The latest push to allow resort casinos in Florida was spurred by the Genting Group's purchase of land currently occupied by the Miami Herald building. Genting unveiled a plan to build a mega-resort with a full casino, and two Republicans in the house and senate have introduced bills that would radically rewrite the state's gambling laws and allow three Las Vegas-style casinos in Broward and Miami-Dade county.
"It's been suggested that allowing mega-casinos in South Florida is the best way to ensure that there is no further expansion of gambling," Bondi said in her announcement.
"But that argument reminds me of what was said early on when the Seminole compact was made a few years ago.

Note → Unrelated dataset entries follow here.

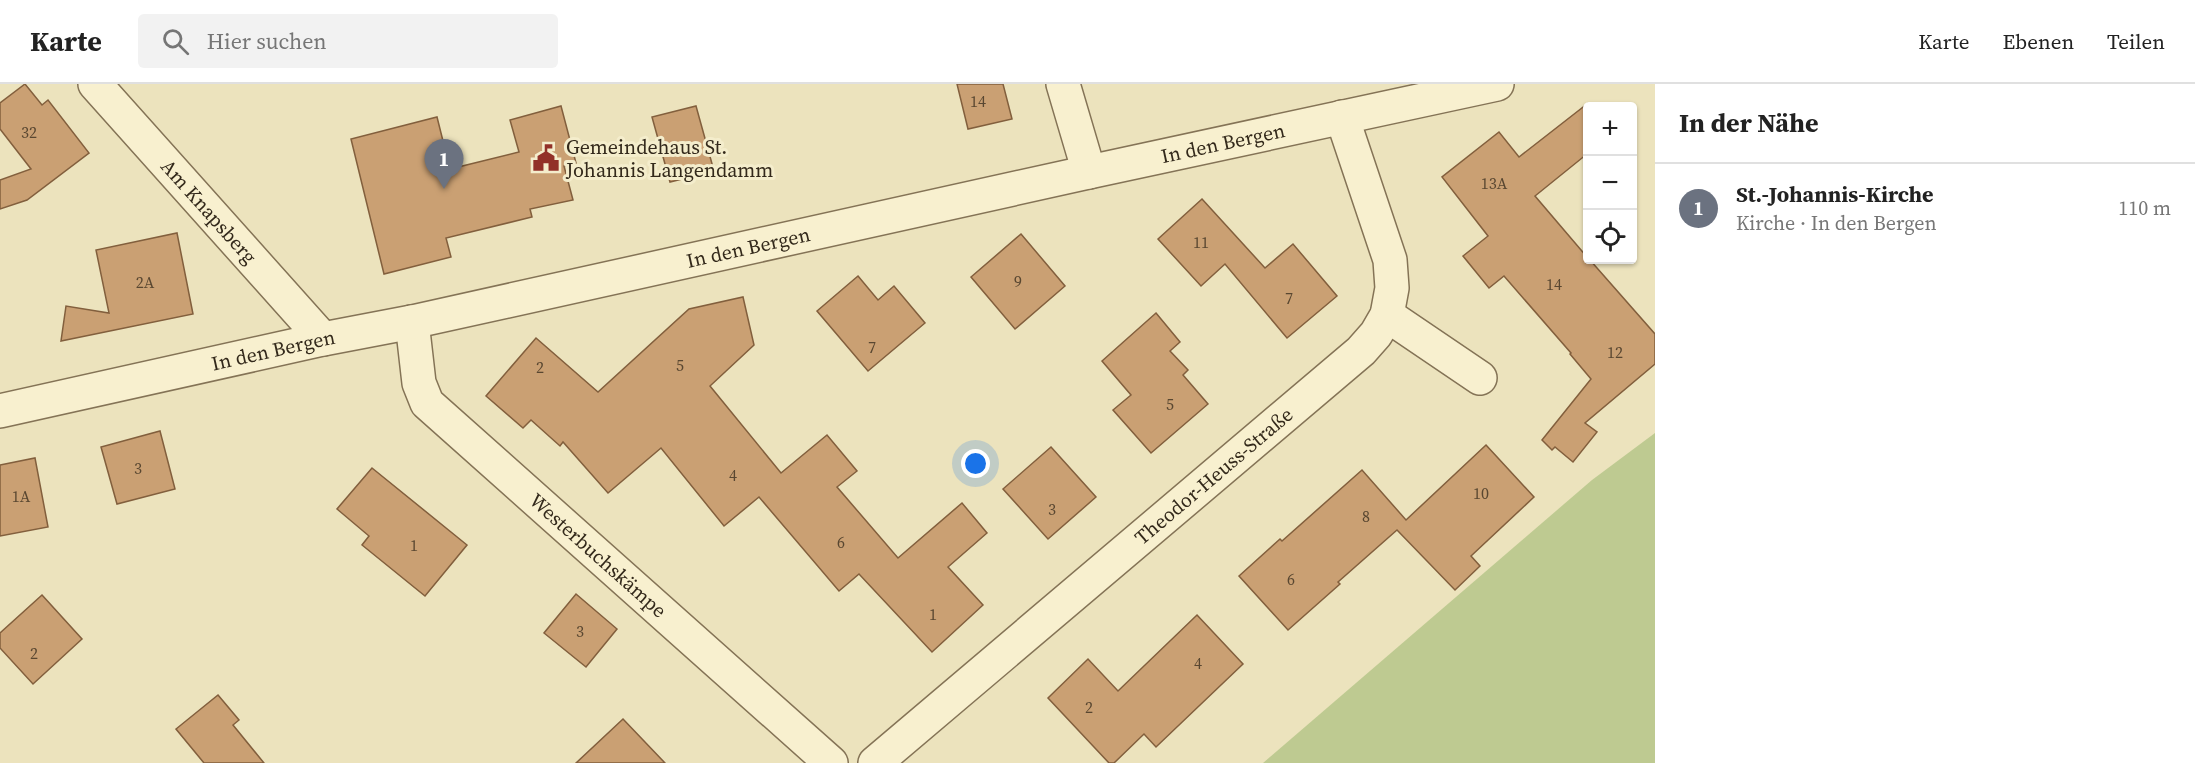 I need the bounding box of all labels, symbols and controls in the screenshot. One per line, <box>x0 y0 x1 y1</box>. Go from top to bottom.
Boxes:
search box <box>138 14 558 68</box>
text: Karte <box>30 22 102 60</box>
icon: search <box>159 25 192 58</box>
text: Hier suchen <box>207 26 327 56</box>
text: Karte <box>1918 27 1969 56</box>
text: Ebenen <box>2002 27 2074 56</box>
text: Teilen <box>2107 27 2165 56</box>
house number: 14 <box>970 90 986 112</box>
map controls <box>1583 102 1637 264</box>
button: + <box>1583 102 1637 156</box>
text: In der Nähe <box>1679 105 1819 141</box>
street label: In den Bergen <box>1158 116 1288 170</box>
house number: 32 <box>21 121 37 143</box>
place label: Gemeindehaus St. Johannis Langendamm <box>565 133 773 184</box>
pin: 1 <box>424 140 464 189</box>
public building icon: Gemeindehaus St. Johannis Langendamm <box>531 143 561 173</box>
street label: Am Knapsberg <box>155 153 263 270</box>
button: − <box>1583 156 1637 210</box>
house number: 13A <box>1481 172 1508 194</box>
text: St.-Johannis-Kirche <box>1736 179 1934 209</box>
text: 1 <box>1693 194 1704 222</box>
text: 110 m <box>2118 194 2171 222</box>
text: Kirche · In den Bergen <box>1736 209 1937 237</box>
button: locate <box>1583 210 1637 264</box>
street label: In den Bergen <box>684 220 813 275</box>
house number: 11 <box>1193 231 1209 253</box>
house number: 9 <box>1014 270 1022 292</box>
house number: 2A <box>136 271 155 293</box>
house number: 14 <box>1546 273 1562 295</box>
house number: 7 <box>1285 287 1293 309</box>
street label: In den Bergen <box>209 323 338 377</box>
house number: 7 <box>868 336 876 358</box>
house number: 12 <box>1607 341 1623 363</box>
house number: 5 <box>676 354 684 376</box>
house number: 2 <box>536 356 544 378</box>
house number: 5 <box>1166 393 1174 415</box>
street label: Theodor-Heuss-Straße <box>1128 401 1299 551</box>
your location <box>961 449 990 478</box>
house number: 3 <box>134 457 142 479</box>
house number: 4 <box>729 464 737 486</box>
house number: 10 <box>1473 482 1489 504</box>
house number: 1A <box>12 485 31 507</box>
street label: Westerbuchskämpe <box>523 487 673 624</box>
house number: 3 <box>1048 498 1056 520</box>
house number: 8 <box>1362 505 1370 527</box>
house number: 6 <box>837 531 845 553</box>
house number: 1 <box>410 534 418 556</box>
house number: 6 <box>1287 568 1295 590</box>
house number: 1 <box>929 603 937 625</box>
house number: 3 <box>576 620 584 642</box>
house number: 2 <box>30 642 38 664</box>
house number: 4 <box>1194 652 1202 674</box>
house number: 2 <box>1085 696 1093 718</box> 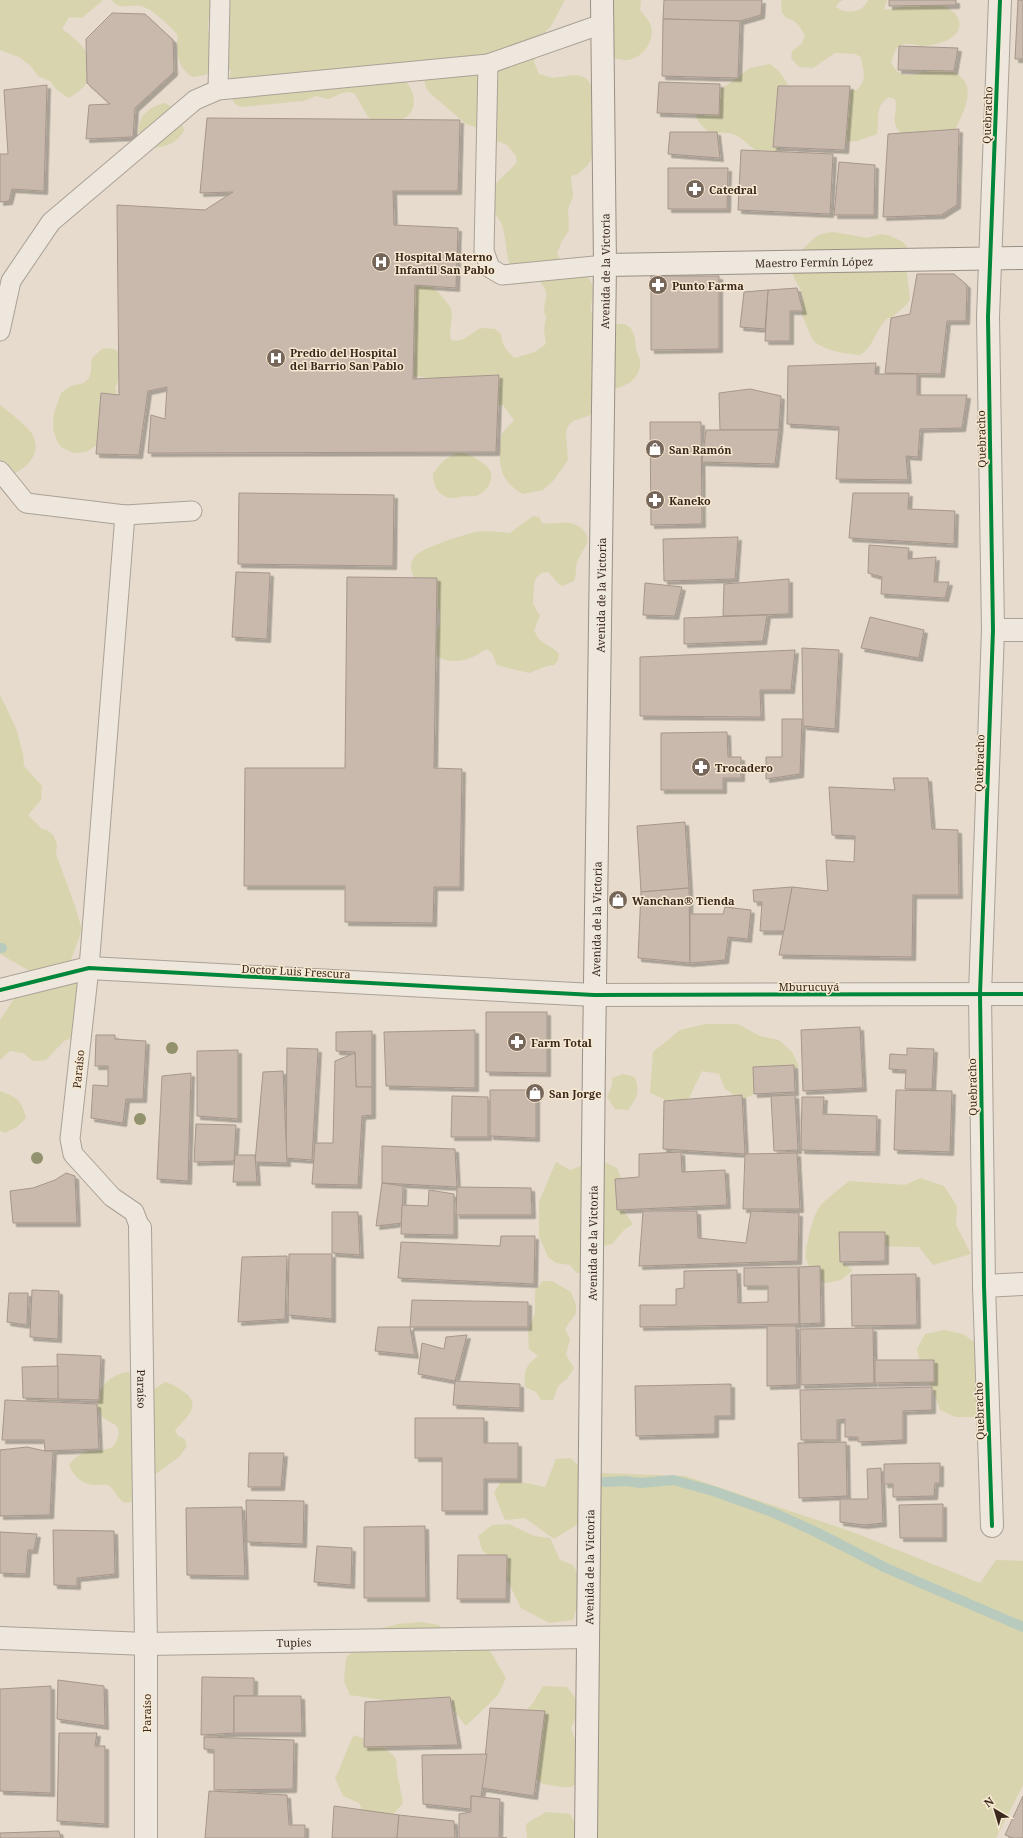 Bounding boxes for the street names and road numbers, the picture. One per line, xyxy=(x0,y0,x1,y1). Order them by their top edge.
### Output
street label: Quebracho xyxy=(978,86,996,144)
street label: Avenida de la Victoria xyxy=(597,213,613,329)
street label: Maestro Fermín López xyxy=(755,253,873,270)
street label: Quebracho xyxy=(973,410,989,468)
street label: Avenida de la Victoria xyxy=(592,537,609,653)
street label: Quebracho xyxy=(970,734,988,792)
street label: Avenida de la Victoria xyxy=(588,861,604,977)
street label: Doctor Luis Frescura xyxy=(241,961,351,981)
street label: Mburucuyá xyxy=(778,979,840,994)
street label: Paraíso xyxy=(69,1049,87,1089)
street label: Quebracho xyxy=(964,1058,980,1116)
street label: Avenida de la Victoria xyxy=(584,1185,600,1301)
street label: Paraíso xyxy=(135,1369,150,1409)
street label: Quebracho xyxy=(970,1382,988,1440)
street label: Avenida de la Victoria xyxy=(581,1509,597,1625)
street label: Tupies xyxy=(276,1634,311,1649)
street label: Paraíso xyxy=(139,1694,154,1732)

"We were told that giving Seminoles exclusive rights to casino gambling would be so lucrative there would be no need in Florida for an expansion of gambling. Yet here we are, only a short time later, being asked to go along with yet another massive expansion."
Bondi suggested that the new law would allow the Seminole Tribe to increase gambling in other areas of the state, including Tampa Bay.
Putnam meanwhile took a more moral approach to the bill, claiming it was an "insidious threat" that would increase crime and gambling addiction in the state.
"What makes Florida special is our world-class natural resources, our beaches our waterways, world-class attractions that are family friendly in nature," Putnam said.
"For decades, leaders of our state, in a bipartisan basis, have stood shoulder to shoulder, to say, 'We don't want Florida to be the next Vegas.'"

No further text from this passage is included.